C’è un evento in particolare, gli OpenDays, a cui partecipo ogni anno: 5000 persone di  tutta Europa prendono parte in una settimana a centinaia di seminari che si tengono in parallelo in decine di sedi in tutta la zona delle istituzioni UE. È bello e utile prendervi parte. Ogni due ore ci si mette in movimento e un fiume di persone sciama da un posto all’altro, tutti col badge al collo, sciarponi di lana e voglia di capire il futuro. Negli ultimi anni, per questa transumanza da una sala all’altra, ho più volte scelto i percorsi più brevi e non quelli consigliati; a 200 metri dalla cittadella della Commissione ho trovato gli avamposti della città “di sotto”. Quartieri dove gli onnipresenti e sterili bistrot biologici con frullati al rabarbaro e mango cedono spazio a self service bisunti con menu completo a 7 euro, le boutique setose a rassegne di poliestere al 100%, i bar sono affollati di uomini nullafacenti e le donne non appartengono al panorama.

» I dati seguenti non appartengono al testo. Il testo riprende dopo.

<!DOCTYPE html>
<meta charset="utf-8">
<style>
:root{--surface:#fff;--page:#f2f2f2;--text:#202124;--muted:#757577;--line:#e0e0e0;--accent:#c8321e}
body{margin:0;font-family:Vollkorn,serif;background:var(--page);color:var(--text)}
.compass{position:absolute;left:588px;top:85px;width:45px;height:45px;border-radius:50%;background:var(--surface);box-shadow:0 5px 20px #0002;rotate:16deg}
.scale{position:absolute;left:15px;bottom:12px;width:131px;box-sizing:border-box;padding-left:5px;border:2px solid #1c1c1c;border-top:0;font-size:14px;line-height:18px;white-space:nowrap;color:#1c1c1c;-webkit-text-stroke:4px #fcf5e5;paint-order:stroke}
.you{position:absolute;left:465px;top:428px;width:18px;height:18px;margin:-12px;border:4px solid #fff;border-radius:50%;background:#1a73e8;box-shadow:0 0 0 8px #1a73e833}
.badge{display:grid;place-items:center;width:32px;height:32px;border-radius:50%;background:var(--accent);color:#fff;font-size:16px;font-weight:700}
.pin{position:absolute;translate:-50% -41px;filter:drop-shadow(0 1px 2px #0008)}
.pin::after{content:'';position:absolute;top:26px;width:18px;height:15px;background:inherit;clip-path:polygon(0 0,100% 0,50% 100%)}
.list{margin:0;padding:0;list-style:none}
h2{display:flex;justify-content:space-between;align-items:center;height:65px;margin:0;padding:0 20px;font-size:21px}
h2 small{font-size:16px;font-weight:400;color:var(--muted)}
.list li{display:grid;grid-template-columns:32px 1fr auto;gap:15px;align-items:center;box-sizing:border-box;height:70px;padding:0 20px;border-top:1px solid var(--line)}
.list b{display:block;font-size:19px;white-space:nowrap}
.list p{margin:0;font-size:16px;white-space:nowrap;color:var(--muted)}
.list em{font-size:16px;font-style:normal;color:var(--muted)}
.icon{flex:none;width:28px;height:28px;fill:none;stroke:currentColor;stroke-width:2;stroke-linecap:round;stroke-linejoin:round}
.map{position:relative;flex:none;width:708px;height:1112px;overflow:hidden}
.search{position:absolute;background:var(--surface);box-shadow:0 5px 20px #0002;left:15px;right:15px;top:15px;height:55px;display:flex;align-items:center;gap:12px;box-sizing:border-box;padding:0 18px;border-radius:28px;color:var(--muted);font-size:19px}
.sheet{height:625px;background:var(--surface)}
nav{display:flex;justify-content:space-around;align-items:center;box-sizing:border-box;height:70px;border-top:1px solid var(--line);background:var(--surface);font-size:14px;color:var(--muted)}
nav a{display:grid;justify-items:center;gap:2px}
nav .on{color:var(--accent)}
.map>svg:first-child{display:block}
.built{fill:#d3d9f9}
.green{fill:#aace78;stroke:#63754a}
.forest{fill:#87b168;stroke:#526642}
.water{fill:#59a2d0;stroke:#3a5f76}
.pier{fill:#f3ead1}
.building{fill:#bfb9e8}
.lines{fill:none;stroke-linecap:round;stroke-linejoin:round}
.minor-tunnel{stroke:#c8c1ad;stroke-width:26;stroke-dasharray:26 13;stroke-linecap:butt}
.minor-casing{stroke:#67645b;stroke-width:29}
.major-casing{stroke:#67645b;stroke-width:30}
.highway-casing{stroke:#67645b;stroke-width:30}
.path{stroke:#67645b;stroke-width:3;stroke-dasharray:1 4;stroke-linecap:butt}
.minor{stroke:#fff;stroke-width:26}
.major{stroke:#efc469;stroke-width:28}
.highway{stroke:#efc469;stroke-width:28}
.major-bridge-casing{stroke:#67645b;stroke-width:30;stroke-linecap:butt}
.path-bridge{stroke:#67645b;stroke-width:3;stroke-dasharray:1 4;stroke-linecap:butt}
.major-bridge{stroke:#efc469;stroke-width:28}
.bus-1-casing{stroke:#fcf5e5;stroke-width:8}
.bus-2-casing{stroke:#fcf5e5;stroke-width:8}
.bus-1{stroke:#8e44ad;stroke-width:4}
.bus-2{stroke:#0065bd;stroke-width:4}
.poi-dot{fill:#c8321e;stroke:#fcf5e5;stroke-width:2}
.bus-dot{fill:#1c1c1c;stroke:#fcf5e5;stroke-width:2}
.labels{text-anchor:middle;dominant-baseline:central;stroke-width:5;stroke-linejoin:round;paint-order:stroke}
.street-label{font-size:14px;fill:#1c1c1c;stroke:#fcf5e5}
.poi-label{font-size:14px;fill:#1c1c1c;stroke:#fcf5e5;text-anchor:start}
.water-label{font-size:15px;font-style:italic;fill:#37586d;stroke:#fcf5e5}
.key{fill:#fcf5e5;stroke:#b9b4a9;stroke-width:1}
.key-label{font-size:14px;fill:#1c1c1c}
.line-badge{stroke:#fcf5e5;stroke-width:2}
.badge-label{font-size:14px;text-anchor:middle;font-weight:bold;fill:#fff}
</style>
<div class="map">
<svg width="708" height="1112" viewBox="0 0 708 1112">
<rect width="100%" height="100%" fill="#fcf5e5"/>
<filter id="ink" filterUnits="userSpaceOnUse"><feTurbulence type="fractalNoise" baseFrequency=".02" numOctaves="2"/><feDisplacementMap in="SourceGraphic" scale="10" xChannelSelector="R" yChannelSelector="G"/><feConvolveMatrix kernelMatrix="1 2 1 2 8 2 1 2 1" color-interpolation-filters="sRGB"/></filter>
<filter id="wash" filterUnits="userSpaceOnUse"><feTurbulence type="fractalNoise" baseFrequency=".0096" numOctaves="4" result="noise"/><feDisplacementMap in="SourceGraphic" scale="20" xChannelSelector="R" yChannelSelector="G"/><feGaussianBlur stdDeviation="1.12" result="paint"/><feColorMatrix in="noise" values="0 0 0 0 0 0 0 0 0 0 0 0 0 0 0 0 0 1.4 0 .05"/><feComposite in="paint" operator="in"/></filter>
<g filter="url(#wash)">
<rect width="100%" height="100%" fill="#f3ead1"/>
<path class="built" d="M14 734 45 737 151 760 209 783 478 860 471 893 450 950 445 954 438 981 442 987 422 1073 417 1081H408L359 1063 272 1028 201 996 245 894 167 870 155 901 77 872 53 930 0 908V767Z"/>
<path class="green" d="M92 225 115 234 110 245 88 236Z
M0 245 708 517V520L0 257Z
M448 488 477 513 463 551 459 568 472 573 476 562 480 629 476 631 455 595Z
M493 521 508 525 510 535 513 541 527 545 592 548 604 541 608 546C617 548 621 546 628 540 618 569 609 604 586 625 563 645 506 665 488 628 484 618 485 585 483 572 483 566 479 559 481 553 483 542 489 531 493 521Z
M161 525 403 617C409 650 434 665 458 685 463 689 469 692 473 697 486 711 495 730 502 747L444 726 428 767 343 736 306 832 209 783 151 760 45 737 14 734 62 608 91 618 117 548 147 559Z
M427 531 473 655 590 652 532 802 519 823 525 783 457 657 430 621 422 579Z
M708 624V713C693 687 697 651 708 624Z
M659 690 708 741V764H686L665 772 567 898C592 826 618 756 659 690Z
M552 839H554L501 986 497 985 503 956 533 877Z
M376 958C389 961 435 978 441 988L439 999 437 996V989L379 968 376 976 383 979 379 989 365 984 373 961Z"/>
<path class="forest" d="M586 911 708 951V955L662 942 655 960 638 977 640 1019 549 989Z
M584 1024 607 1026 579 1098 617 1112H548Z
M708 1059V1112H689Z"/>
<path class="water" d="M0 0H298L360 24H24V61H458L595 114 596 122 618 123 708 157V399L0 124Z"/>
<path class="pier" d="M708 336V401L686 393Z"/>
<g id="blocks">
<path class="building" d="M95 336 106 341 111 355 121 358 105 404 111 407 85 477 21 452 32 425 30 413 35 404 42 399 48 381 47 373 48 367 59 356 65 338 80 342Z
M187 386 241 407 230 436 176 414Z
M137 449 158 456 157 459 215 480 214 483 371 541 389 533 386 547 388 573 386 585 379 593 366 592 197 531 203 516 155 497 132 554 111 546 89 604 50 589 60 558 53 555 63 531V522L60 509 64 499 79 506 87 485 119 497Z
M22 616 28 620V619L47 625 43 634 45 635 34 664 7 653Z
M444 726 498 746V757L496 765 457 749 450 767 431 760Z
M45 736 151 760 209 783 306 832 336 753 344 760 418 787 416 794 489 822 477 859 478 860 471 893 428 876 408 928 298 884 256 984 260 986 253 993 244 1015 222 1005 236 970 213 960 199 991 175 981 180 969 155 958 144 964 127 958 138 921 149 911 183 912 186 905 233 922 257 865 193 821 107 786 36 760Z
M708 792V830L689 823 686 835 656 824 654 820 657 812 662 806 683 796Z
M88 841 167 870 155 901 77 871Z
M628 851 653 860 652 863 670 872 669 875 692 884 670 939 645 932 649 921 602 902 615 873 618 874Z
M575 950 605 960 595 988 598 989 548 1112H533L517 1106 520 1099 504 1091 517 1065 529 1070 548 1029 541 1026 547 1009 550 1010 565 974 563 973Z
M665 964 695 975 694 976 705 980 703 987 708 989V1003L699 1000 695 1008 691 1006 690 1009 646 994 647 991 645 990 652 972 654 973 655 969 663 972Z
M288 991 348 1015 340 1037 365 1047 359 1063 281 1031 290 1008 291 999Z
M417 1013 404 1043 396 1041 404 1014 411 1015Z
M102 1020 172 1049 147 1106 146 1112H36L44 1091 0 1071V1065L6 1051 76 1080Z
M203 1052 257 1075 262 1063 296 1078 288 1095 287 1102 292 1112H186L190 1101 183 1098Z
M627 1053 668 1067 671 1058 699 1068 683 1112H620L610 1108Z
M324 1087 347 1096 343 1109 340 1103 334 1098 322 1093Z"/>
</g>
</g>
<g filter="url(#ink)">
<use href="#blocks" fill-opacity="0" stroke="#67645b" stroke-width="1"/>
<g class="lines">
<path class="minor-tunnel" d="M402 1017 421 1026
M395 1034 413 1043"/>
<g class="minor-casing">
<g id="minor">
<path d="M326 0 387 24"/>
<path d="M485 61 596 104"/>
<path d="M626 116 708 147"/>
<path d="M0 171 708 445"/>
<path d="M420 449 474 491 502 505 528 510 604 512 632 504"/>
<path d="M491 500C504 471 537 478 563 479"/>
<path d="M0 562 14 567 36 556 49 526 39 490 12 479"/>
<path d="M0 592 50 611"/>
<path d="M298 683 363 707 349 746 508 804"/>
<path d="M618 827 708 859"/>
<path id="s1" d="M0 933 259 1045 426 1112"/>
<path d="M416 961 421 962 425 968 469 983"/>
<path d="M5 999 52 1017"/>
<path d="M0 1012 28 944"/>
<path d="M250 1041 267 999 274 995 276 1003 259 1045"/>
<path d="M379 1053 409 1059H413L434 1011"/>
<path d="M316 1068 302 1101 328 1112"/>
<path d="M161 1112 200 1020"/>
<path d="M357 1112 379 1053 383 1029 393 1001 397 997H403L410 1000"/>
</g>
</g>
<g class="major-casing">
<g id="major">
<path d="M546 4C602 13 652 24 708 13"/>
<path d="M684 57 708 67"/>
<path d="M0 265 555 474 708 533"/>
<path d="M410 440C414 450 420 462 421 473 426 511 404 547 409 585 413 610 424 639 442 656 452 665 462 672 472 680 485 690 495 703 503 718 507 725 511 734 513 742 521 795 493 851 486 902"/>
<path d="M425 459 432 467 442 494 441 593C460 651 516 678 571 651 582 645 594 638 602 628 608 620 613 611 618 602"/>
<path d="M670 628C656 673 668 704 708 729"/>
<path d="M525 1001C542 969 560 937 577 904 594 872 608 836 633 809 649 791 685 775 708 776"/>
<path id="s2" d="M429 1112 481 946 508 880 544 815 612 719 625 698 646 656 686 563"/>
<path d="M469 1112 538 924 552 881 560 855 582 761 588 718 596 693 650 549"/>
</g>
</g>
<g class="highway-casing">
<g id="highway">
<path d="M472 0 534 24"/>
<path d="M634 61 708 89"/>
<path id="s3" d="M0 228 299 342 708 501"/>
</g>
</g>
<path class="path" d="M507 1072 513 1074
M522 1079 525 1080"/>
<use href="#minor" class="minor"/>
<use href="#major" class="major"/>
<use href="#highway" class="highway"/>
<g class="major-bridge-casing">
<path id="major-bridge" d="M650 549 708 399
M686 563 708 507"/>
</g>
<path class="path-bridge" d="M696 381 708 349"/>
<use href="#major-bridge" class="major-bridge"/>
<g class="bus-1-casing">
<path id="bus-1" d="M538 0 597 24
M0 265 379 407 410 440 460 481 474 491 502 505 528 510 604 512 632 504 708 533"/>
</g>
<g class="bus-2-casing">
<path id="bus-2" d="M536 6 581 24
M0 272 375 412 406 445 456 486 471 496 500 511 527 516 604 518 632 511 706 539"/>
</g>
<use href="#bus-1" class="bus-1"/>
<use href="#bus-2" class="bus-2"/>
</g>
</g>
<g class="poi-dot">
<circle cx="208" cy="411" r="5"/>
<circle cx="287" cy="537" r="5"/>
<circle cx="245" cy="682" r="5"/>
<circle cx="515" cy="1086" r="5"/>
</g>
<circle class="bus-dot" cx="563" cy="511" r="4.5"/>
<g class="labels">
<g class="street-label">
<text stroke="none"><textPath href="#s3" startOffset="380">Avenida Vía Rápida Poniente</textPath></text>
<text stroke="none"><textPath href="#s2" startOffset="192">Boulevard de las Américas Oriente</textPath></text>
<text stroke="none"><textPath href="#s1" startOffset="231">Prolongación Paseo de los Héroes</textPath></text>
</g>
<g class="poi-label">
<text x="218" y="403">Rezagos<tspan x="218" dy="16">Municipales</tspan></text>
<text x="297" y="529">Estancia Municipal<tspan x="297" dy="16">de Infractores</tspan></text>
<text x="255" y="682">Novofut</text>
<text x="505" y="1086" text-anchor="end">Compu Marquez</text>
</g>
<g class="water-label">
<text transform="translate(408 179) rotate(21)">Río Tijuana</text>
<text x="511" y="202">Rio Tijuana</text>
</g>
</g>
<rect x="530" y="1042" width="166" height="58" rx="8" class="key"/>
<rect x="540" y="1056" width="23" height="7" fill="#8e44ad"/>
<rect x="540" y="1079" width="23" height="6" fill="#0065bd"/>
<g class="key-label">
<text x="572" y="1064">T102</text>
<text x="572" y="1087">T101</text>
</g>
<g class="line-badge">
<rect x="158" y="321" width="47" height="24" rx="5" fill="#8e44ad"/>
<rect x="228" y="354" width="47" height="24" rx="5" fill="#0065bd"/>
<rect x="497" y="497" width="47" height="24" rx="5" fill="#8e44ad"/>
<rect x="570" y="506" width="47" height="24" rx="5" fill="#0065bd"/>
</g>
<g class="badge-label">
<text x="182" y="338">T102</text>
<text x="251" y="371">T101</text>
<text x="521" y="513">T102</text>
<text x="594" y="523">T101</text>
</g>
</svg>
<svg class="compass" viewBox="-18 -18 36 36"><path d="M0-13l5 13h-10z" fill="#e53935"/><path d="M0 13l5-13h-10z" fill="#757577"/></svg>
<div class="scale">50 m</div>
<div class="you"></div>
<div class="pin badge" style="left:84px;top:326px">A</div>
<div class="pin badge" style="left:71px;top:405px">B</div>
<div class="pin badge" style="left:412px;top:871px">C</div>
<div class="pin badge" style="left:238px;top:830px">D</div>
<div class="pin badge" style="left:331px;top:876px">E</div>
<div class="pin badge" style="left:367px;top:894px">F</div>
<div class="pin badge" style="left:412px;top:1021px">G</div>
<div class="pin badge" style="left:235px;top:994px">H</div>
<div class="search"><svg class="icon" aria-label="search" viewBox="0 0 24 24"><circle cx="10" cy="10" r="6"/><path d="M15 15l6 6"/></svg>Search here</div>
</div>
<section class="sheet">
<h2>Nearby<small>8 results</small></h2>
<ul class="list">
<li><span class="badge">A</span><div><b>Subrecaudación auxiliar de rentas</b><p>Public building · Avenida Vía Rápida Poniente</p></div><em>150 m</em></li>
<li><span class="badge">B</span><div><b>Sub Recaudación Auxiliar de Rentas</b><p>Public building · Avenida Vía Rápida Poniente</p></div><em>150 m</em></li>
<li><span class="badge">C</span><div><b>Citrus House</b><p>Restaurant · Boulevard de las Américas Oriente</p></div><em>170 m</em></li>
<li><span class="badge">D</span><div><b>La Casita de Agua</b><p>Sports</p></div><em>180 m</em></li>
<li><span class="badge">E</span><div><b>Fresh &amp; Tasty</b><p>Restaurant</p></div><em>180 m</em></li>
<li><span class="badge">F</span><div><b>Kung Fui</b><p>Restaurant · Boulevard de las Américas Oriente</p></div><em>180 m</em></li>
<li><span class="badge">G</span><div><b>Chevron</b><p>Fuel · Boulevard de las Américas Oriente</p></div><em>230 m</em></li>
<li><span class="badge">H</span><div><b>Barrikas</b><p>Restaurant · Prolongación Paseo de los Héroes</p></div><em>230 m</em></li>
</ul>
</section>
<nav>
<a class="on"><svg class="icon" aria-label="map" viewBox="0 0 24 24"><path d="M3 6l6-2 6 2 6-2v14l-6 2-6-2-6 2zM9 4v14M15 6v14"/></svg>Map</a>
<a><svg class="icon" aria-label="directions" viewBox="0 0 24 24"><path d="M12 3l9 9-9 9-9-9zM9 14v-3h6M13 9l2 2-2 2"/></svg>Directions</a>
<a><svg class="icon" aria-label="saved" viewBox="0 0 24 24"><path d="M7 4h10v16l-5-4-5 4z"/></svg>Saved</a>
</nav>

Sarà difficile ripartire, dire cosa sarà la città dopo il coprifuoco. Una strada può essere quella della polizia, di muri e divisioni sempre più alte e presidiate da videocamere e filo spinato, l’altra guardare invece alla costruzione di ragioni nuove e condivise del vivere assieme. Di certo occorre una forte guardia perché questo processo superi la fase embrionale, nei convegni della UE la chiamerebberro 'resilienza', una politica legittimata dagli abitanti che lavori per unire e sappia arginare Commissione Europea, costruttori e multinazionali, capace di creare pari opportunità per tutti.